Ran Shimanouchi


pdf bib
Utilizing Semantic Equivalence Classes of Japanese Functional Expressions in Translation Rule Acquisition from Parallel Patent Sentences
Taiji Nagasaka | Ran Shimanouchi | Akiko Sakamoto | Takafumi Suzuki | Yohei Morishita | Takehito Utsuro | Suguru Matsuyoshi
Proceedings of the Seventh International Conference on Language Resources and Evaluation (LREC'10)

In the ``Sandglass'' MT architecture, we identify the class of monosemous Japanese functional expressions and utilize it in the task of translating Japanese functional expressions into English. We employ the semantic equivalence classes of a recently compiled large scale hierarchical lexicon of Japanese functional expressions.
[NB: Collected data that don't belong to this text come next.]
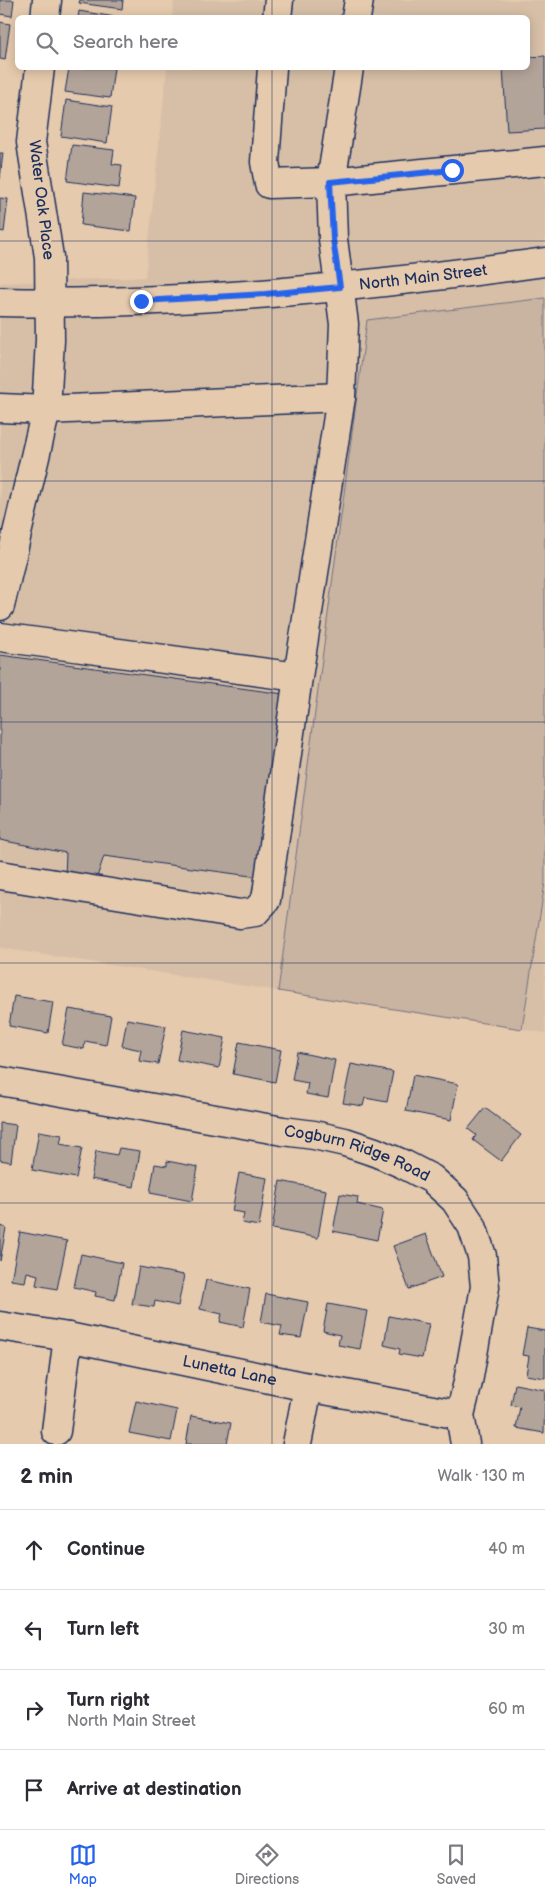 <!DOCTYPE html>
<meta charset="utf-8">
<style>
body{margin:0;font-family:"Balsamiq Sans",sans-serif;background:#f7f7f7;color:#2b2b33}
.stop{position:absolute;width:15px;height:15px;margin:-11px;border:4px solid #2563eb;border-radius:50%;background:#fff}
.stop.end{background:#2563eb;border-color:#fff;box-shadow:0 1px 5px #0008}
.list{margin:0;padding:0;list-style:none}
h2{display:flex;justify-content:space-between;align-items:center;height:65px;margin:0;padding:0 20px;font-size:21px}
h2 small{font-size:16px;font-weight:400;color:#7c7c81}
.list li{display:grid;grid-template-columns:32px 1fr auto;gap:15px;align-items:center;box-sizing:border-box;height:80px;padding:0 20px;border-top:1px solid #e1e1e2}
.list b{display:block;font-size:19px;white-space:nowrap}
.list p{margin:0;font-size:16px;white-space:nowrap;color:#7c7c81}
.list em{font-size:16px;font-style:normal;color:#7c7c81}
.icon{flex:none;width:28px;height:28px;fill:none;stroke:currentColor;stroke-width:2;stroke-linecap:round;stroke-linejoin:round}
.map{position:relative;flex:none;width:545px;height:1444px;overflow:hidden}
.search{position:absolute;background:#fff;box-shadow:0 2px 12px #0003;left:15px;right:15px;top:15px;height:55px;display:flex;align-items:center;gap:12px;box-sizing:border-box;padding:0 18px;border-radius:8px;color:#7c7c81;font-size:19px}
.sheet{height:385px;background:#fff}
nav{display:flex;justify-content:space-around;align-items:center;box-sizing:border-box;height:70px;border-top:1px solid #e1e1e2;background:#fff;font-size:14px;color:#7c7c81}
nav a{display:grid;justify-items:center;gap:2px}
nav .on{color:#2563eb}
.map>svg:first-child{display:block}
.built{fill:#d7bfa7}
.green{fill:#c9b3a1;stroke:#727180}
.building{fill:#b3a499;stroke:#1b2f5e}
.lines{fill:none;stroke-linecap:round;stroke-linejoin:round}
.minor-casing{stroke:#1b2f5e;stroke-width:31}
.major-casing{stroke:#1b2f5e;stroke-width:31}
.minor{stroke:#e6caad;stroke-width:28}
.major{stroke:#e6caad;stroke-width:28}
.route{stroke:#2563eb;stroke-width:6}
.grid{fill:none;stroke:#1b2f5e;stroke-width:1;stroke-opacity:0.55}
.labels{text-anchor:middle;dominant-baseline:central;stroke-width:5;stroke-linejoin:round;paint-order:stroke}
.street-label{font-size:16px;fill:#1b2f5e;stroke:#e6caad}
</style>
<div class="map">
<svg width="545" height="1444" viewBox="0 0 545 1444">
<rect width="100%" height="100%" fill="#e6caad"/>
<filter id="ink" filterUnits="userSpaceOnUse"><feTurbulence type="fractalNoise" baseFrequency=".02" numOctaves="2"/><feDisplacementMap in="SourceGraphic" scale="10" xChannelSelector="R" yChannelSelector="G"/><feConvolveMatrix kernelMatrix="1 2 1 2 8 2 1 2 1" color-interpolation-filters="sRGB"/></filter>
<g filter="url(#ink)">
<!-- built -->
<g class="built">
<polygon points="174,0 545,0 545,298 367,320 278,991 0,948 0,283 145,277 167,68 528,68 528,18 172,17"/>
<polygon points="545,883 545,1033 522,1029"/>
</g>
<!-- green -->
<polygon class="green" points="545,298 545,883 522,1029 278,991 367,320"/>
<!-- building -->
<g class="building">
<polygon points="0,0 14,0 12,16 0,14"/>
<polygon points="80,0 123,0 122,9 79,3"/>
<polygon points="79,11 121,18 78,18"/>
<polygon points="0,22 10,24 5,60 0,59"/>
<polygon points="545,56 545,129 507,131 503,68 528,68 528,57"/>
<polygon points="69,68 114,68 110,98 65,92"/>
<polygon points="66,100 112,107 107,143 61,136"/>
<polygon points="72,145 114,150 112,164 122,165 119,188 67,181"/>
<polygon points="0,153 3,153 0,179"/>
<polygon points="84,192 135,198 131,231 81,225"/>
<polygon points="0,198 8,199 4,232 0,231"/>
<polygon points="0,655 284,694 258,877 104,856 96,880 65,877 66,853 0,840"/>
<polygon points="14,996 53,1002 48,1033 9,1026"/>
<polygon points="69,1009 111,1016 106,1045 85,1041 84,1049 62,1045"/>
<polygon points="127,1019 166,1026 158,1064 139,1061 141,1050 122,1046"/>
<polygon points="183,1030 225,1038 219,1068 177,1060"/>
<polygon points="239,1042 281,1050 275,1082 233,1074"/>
<polygon points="297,1052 335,1060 328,1098 306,1094 308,1083 292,1080"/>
<polygon points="351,1064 393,1072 387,1102 365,1098 363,1106 343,1103"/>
<polygon points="413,1075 458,1084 451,1120 406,1111"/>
<polygon points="485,1108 521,1135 501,1161 473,1140 476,1135 468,1129"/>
<polygon points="0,1123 16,1125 11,1162 0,1160"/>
<polygon points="39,1131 62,1135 60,1144 82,1148 76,1178 32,1170"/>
<polygon points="119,1148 140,1151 134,1187 91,1179 96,1151 117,1155"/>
<polygon points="167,1161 198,1167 192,1201 150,1193 155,1164 167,1166"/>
<polygon points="239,1173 267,1178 259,1226 242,1223 244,1213 232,1211"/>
<polygon points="280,1181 326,1190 318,1238 272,1229"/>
<polygon points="340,1194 358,1197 357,1204 383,1210 377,1240 333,1231"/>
<polygon points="0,1226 6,1228 0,1261"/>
<polygon points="20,1232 67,1241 57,1289 36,1285 38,1275 27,1272 25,1282 11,1280"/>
<polygon points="426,1234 442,1277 409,1289 393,1246"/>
<polygon points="81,1254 122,1263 115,1300 95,1296 96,1292 74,1287"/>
<polygon points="139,1267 184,1275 178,1306 155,1301 154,1307 132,1304"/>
<polygon points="206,1280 250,1289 243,1327 220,1322 222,1314 200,1309"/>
<polygon points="266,1294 308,1302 301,1338 280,1335 282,1326 261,1322"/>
<polygon points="328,1304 367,1311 360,1349 338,1345 340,1335 323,1331"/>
<polygon points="389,1316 429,1324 422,1358 399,1354 400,1349 384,1345"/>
<polygon points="527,1328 545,1331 545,1378 526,1375 529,1356 522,1355"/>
<polygon points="515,1384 545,1390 544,1433 516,1428 520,1407 511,1405"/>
<polygon points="136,1401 177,1410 171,1441 129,1433"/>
<polygon points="191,1416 231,1423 227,1444 186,1444"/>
</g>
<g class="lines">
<!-- minor casing -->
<g class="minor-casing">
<g id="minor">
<polyline points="45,18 47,0"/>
<polyline points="277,18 279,0"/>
<polyline points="356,18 359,0"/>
<polyline points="272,68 265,162 269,184 331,182 545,161"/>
<polyline points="0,408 46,410 341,397"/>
<polyline points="0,606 46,410 50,340 49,257 31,142 40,68"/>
<polyline points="0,637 298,677 341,397 344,324 333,239 331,182 349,68"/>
<polyline points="0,875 240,914 255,912 266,900 298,677"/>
<path id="s1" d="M0 1081 283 1131 314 1135 345 1142 375 1152 403 1164 432 1179 455 1200 472 1226 482 1256 485 1287 468 1382 460 1415 465 1444"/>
<path id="s2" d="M0 1326 68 1337 308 1387 460 1415"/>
<polyline points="56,1431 68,1337"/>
<polyline points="297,1444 308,1387"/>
</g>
</g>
<!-- major casing -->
<g class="major-casing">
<g id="major">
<path id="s3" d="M0 302C183 306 364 287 545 262"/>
</g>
</g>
<!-- minor -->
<use href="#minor" class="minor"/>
<!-- major -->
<use href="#major" class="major"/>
</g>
</g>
<g class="lines" filter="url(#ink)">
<!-- route -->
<polyline class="route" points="141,301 265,294 340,287 333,239 330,182 452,170"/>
</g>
<!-- grid -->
<path class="grid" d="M272 0V18M272 68V1444M0 241H545M0 481H545M0 722H545M0 963H545M0 1203H545"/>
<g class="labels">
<!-- street labels -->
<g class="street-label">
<text transform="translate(41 200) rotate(83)">Water Oak Place</text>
<text stroke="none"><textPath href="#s3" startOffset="424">North Main Street</textPath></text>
<text stroke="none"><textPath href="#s1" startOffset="365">Cogburn Ridge Road</textPath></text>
<text stroke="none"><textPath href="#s2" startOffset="234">Lunetta Lane</textPath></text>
</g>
</g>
</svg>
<div class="stop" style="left:452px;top:170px"></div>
<div class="stop end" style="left:141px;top:301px"></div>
<div class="search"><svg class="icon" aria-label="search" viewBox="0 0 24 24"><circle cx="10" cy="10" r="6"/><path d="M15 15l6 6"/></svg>Search here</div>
</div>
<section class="sheet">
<h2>2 min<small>Walk · 130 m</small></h2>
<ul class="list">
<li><svg class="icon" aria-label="ahead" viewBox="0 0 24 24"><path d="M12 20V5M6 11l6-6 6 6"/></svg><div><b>Continue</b></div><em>40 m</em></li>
<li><svg class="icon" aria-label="left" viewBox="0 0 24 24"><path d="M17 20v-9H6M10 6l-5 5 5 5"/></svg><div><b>Turn left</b></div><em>30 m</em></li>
<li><svg class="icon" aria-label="right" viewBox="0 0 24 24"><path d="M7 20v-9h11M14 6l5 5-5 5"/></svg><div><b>Turn right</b><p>North Main Street</p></div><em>60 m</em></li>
<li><svg class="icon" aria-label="arrive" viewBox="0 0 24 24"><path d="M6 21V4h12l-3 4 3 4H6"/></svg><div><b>Arrive at destination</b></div></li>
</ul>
</section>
<nav>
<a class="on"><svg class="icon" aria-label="map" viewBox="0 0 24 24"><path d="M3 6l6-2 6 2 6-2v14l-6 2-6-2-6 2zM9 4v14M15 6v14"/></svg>Map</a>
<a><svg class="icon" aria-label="directions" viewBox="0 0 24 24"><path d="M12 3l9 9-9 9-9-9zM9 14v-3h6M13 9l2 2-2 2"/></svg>Directions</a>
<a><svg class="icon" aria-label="saved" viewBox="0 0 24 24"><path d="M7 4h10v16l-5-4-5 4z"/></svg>Saved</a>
</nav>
We then study whether functional expressions within a class can be translated into a single canonical English expression. Based on the results of identifying monosemous semantic equivalence classes, this paper studies how to extract rules for translating functional expressions in Japanese patent documents into English. In this study, we use about 1.8M Japanese-English parallel sentences automatically extracted from Japanese-English patent families, which are distributed through the Patent Translation Task at the NTCIR-7 Workshop. Then, as a toolkit of a phrase-based SMT (Statistical Machine Translation) model, Moses is applied and Japanese-English translation pairs are obtained in the form of a phrase translation table. Finally, we extract translation pairs of Japanese functional expressions from the phrase translation table. Through this study, we found that most of the semantic equivalence classes judged as monosemous based on manual translation into English have only one translation rules even in the patent domain.